Saved entries:
######

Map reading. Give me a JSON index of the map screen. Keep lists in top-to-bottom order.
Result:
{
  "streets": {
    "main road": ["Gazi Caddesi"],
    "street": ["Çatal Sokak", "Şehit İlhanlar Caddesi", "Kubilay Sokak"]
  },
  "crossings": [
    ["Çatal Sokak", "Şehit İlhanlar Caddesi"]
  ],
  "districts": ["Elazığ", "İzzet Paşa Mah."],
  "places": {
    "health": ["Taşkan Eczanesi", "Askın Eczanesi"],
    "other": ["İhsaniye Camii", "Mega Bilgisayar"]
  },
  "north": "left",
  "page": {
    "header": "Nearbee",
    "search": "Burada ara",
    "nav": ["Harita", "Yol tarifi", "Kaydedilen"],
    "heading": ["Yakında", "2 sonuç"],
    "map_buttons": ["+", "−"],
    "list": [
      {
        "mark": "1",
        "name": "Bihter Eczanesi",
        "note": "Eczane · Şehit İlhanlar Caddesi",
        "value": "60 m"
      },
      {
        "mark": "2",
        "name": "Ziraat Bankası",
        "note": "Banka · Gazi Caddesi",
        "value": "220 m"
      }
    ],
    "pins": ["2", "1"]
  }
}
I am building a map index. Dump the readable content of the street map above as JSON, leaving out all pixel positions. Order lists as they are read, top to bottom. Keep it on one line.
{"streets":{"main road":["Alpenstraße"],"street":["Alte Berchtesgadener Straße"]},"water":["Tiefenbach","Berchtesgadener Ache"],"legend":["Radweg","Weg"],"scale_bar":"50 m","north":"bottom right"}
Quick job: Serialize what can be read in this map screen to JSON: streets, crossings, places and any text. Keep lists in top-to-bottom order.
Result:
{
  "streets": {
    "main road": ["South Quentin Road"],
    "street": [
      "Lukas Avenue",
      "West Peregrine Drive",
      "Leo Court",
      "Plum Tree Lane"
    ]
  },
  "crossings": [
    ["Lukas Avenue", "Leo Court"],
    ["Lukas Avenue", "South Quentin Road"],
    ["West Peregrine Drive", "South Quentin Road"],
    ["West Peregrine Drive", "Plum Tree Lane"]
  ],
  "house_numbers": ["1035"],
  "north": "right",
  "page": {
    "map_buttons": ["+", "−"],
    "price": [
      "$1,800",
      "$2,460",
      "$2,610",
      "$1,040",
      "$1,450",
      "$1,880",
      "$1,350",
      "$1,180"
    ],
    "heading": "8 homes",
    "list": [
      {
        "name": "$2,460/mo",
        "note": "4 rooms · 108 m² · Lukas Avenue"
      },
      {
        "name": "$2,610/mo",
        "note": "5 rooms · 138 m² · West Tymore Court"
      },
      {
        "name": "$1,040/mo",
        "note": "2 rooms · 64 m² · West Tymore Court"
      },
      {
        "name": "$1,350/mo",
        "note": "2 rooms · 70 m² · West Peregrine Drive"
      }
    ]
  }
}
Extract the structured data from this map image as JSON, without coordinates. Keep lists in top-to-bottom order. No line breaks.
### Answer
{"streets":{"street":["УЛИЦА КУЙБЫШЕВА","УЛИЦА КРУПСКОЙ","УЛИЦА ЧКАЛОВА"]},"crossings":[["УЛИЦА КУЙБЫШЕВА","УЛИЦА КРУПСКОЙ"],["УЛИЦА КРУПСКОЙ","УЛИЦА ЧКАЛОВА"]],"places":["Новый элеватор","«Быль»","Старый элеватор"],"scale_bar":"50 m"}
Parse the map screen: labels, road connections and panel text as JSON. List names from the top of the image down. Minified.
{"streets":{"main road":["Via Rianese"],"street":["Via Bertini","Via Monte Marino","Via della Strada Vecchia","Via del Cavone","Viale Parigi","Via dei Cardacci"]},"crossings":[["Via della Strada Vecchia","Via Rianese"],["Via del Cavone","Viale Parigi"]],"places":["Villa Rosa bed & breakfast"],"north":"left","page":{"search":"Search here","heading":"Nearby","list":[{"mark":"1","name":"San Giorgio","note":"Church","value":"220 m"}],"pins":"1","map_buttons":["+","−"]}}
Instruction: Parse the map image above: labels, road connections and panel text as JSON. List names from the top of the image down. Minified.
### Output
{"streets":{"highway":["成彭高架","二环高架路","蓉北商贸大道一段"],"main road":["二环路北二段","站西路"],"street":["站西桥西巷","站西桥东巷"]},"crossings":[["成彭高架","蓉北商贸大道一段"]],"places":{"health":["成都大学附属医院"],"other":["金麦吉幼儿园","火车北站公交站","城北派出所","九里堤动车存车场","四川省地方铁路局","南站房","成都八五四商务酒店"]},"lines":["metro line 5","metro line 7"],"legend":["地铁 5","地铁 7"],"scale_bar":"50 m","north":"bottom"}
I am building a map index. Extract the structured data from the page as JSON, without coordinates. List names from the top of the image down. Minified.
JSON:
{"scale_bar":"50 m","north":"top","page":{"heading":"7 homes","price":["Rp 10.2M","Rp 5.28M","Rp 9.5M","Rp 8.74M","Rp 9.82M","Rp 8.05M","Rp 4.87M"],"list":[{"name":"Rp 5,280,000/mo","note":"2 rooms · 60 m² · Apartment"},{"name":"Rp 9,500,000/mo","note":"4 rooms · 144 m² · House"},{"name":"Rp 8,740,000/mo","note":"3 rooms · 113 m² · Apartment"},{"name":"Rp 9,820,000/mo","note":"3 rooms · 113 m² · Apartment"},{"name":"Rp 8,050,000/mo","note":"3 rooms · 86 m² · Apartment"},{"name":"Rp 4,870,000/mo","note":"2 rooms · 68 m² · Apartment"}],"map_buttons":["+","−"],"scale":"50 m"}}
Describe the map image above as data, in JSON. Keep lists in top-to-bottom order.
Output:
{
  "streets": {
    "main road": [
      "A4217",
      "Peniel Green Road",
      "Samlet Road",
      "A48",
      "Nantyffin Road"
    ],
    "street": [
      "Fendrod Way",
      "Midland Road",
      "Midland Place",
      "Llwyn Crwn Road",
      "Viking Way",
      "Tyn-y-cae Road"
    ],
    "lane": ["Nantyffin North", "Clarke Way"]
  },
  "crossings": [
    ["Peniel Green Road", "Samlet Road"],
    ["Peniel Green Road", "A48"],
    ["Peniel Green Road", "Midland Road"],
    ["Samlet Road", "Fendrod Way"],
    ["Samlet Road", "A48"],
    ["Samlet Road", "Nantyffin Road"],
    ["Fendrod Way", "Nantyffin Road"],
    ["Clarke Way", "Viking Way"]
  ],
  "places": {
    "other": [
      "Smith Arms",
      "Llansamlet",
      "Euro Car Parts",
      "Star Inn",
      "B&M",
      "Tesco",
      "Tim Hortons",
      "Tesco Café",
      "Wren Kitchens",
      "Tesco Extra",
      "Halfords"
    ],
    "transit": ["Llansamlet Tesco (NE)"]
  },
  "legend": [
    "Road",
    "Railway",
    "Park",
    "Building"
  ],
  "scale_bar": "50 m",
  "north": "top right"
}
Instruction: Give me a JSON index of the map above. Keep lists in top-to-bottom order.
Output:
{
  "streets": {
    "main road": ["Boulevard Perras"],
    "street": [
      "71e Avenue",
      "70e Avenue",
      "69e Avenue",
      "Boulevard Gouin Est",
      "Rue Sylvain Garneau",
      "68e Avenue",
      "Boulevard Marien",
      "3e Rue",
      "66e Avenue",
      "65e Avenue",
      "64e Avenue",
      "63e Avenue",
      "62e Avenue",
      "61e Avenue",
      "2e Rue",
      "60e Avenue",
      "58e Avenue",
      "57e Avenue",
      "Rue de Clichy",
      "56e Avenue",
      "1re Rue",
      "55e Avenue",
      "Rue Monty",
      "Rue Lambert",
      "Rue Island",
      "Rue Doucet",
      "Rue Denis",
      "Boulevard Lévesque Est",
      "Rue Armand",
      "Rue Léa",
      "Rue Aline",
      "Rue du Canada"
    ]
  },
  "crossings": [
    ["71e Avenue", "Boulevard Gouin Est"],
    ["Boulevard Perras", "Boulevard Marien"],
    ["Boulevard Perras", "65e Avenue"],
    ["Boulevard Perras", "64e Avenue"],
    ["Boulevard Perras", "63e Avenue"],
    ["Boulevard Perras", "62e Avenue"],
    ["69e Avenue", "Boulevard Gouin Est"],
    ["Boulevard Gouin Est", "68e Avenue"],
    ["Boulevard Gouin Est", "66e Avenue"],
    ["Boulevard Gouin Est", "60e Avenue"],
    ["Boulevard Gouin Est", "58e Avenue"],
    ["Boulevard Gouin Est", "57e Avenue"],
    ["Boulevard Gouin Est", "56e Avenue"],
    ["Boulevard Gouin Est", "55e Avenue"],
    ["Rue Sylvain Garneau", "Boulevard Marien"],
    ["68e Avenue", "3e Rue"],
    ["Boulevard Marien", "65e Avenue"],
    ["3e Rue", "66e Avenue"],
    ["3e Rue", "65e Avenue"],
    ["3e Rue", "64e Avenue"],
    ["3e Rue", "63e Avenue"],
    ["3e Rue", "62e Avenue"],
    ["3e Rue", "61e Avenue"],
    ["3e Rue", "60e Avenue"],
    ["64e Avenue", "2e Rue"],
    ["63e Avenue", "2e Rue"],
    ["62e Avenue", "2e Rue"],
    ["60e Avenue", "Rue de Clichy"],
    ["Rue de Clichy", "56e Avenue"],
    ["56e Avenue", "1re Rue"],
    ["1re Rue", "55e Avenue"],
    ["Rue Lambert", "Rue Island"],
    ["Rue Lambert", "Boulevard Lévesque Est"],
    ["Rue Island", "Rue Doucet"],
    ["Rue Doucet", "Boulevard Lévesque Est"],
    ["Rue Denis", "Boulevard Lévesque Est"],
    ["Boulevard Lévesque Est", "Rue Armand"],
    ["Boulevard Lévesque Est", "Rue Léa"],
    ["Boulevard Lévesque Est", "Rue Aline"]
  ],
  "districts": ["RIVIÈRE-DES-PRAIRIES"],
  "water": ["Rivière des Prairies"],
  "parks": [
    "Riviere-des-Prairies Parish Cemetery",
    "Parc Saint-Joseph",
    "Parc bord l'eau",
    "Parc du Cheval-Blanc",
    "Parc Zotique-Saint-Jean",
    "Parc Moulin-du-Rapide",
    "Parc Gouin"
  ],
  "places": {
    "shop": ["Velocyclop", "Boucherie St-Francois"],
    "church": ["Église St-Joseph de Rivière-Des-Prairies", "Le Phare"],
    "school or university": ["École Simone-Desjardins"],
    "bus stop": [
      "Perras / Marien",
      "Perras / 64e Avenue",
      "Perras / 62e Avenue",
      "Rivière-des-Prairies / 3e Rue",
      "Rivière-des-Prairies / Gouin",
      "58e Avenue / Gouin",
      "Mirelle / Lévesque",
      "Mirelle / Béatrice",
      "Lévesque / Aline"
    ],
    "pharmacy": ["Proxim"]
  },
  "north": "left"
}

######

Go line by line through the data, copying each one that contains the word "names".

RESULT OF THE TASK:
Parse the map screen: labels, road connections and panel text as JSON. List names from the top of the image down. Minified.
Instruction: Parse the map image above: labels, road connections and panel text as JSON. List names from the top of the image down. Minified.
I am building a map index. Extract the structured data from the page as JSON, without coordinates. List names from the top of the image down. Minified.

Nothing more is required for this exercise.